Фабр не создал никакой общей теории поведения животных, не примкнул ни к одной из теорий, созданных его современниками или предшественниками, и вообще мало обсуждал общие вопросы (за исключением вопроса о соотношении инстинкта и разума). «Тысячи теорий не стоят одного факта», – писал он. В этой нелюбви к теоретизированию была и сила его, и слабость. Сила – потому что она сообщала его наблюдениям непредвзятость и достоверность, делая его труды ценнейшим сводом надежных фактических данных для ученых любых школ и направлений. Слабость – потому что «Монблан фактов», не пронизанных единой глубокой идеей, плохо удерживается в памяти коллег и потомков и, следовательно, слабо влияет на развитие науки.




Фабр – безусловный наследник традиции великих французских натуралистов, на сочинениях которых он рос. Но когда он вошел в науку, времена Бюффонов и Ламарков, видевших в живой природе наглядное проявление своих общефилософских взглядов, уже безвозвратно миновали. А эпоха создания теорий, объяснявших поведение животных из него самого, время Лоренца и Тинбергена началось, когда Фабра уже не было в живых.

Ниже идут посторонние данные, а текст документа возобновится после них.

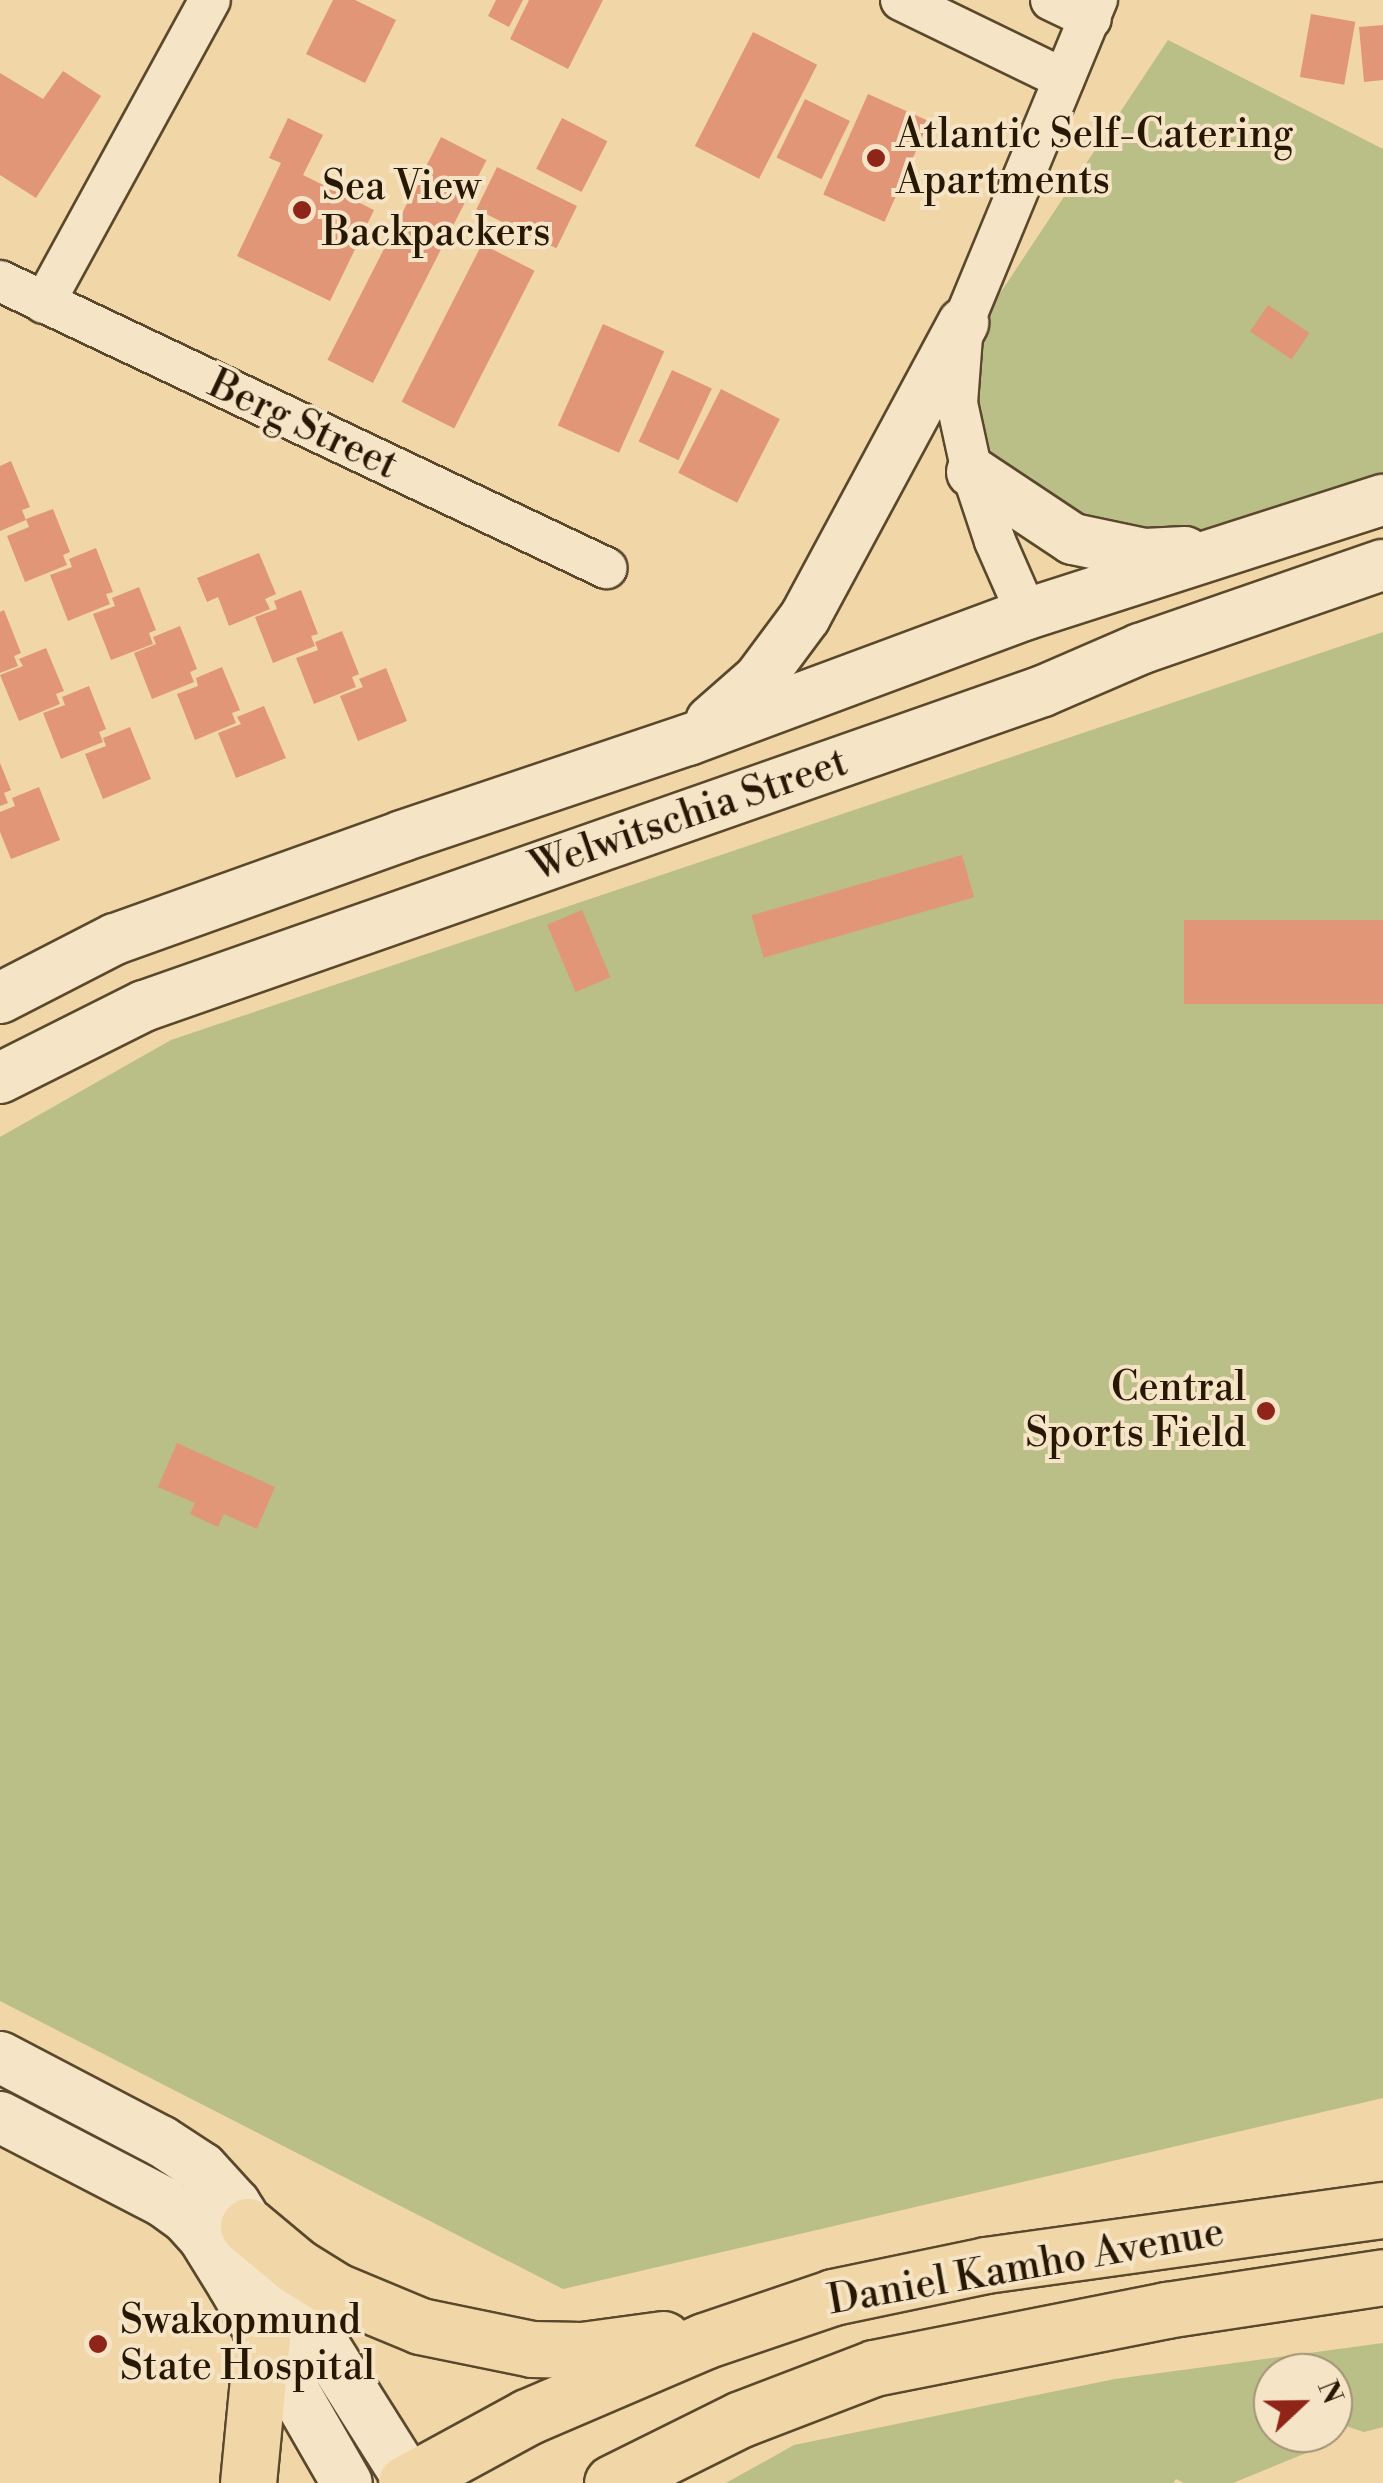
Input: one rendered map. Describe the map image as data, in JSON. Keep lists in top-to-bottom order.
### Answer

И все же, помимо множества конкретных наблюдений и ряда частных открытий, помимо доказательства инстинктивного характера почти всего наблюдаемого поведения насекомых, Фабр оставил после себя еще кое-что: метод. Сосредоточенное, многолетнее, тщательное и беспристрастное вглядывание в естественное поведение своего «объекта», при необходимости дополняемое простыми и остроумными полевыми экспериментами. В главе 4 мы увидим, какие удивительные плоды принес этот метод в работах ученых XX века – тех из них, кто сумел им воспользоваться.